Saved data entries

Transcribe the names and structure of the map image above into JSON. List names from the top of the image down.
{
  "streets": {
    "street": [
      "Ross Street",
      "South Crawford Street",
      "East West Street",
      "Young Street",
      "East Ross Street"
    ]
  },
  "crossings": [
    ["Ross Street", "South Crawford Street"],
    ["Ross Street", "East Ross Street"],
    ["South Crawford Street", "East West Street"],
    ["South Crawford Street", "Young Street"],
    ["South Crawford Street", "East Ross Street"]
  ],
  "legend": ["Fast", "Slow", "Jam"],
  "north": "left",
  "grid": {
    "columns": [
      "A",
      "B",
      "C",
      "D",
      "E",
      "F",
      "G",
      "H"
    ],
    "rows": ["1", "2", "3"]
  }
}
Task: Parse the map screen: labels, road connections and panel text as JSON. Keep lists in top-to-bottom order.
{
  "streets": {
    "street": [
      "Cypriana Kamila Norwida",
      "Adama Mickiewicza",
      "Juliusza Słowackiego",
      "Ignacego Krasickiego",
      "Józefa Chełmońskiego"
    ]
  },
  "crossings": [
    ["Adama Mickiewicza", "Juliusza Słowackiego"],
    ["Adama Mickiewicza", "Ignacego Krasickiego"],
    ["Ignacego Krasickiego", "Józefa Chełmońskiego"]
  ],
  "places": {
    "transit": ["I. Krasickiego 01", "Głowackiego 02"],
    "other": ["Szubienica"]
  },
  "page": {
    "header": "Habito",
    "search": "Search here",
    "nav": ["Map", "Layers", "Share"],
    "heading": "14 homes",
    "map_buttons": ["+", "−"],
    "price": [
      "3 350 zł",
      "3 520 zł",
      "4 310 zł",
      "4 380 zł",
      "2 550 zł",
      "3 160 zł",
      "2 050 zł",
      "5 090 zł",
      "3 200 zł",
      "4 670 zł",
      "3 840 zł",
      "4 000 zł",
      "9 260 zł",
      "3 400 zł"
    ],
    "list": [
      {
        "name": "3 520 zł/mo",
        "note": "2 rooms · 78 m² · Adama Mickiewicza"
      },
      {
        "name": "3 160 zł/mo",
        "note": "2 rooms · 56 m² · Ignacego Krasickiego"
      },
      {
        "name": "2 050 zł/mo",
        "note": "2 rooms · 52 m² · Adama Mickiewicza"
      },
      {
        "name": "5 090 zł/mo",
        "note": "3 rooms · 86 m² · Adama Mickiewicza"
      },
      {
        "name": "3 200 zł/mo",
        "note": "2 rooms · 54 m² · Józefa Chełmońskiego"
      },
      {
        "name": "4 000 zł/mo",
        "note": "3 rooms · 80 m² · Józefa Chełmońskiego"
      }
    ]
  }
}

THE PROBLEM
Please reproduce all of the records exactly as they stand.

EXPECTED ANSWER
Transcribe the names and structure of the map image above into JSON. List names from the top of the image down.
{
  "streets": {
    "street": [
      "Ross Street",
      "South Crawford Street",
      "East West Street",
      "Young Street",
      "East Ross Street"
    ]
  },
  "crossings": [
    ["Ross Street", "South Crawford Street"],
    ["Ross Street", "East Ross Street"],
    ["South Crawford Street", "East West Street"],
    ["South Crawford Street", "Young Street"],
    ["South Crawford Street", "East Ross Street"]
  ],
  "legend": ["Fast", "Slow", "Jam"],
  "north": "left",
  "grid": {
    "columns": [
      "A",
      "B",
      "C",
      "D",
      "E",
      "F",
      "G",
      "H"
    ],
    "rows": ["1", "2", "3"]
  }
}
Task: Parse the map screen: labels, road connections and panel text as JSON. Keep lists in top-to-bottom order.
{
  "streets": {
    "street": [
      "Cypriana Kamila Norwida",
      "Adama Mickiewicza",
      "Juliusza Słowackiego",
      "Ignacego Krasickiego",
      "Józefa Chełmońskiego"
    ]
  },
  "crossings": [
    ["Adama Mickiewicza", "Juliusza Słowackiego"],
    ["Adama Mickiewicza", "Ignacego Krasickiego"],
    ["Ignacego Krasickiego", "Józefa Chełmońskiego"]
  ],
  "places": {
    "transit": ["I. Krasickiego 01", "Głowackiego 02"],
    "other": ["Szubienica"]
  },
  "page": {
    "header": "Habito",
    "search": "Search here",
    "nav": ["Map", "Layers", "Share"],
    "heading": "14 homes",
    "map_buttons": ["+", "−"],
    "price": [
      "3 350 zł",
      "3 520 zł",
      "4 310 zł",
      "4 380 zł",
      "2 550 zł",
      "3 160 zł",
      "2 050 zł",
      "5 090 zł",
      "3 200 zł",
      "4 670 zł",
      "3 840 zł",
      "4 000 zł",
      "9 260 zł",
      "3 400 zł"
    ],
    "list": [
      {
        "name": "3 520 zł/mo",
        "note": "2 rooms · 78 m² · Adama Mickiewicza"
      },
      {
        "name": "3 160 zł/mo",
        "note": "2 rooms · 56 m² · Ignacego Krasickiego"
      },
      {
        "name": "2 050 zł/mo",
        "note": "2 rooms · 52 m² · Adama Mickiewicza"
      },
      {
        "name": "5 090 zł/mo",
        "note": "3 rooms · 86 m² · Adama Mickiewicza"
      },
      {
        "name": "3 200 zł/mo",
        "note": "2 rooms · 54 m² · Józefa Chełmońskiego"
      },
      {
        "name": "4 000 zł/mo",
        "note": "3 rooms · 80 m² · Józefa Chełmońskiego"
      }
    ]
  }
}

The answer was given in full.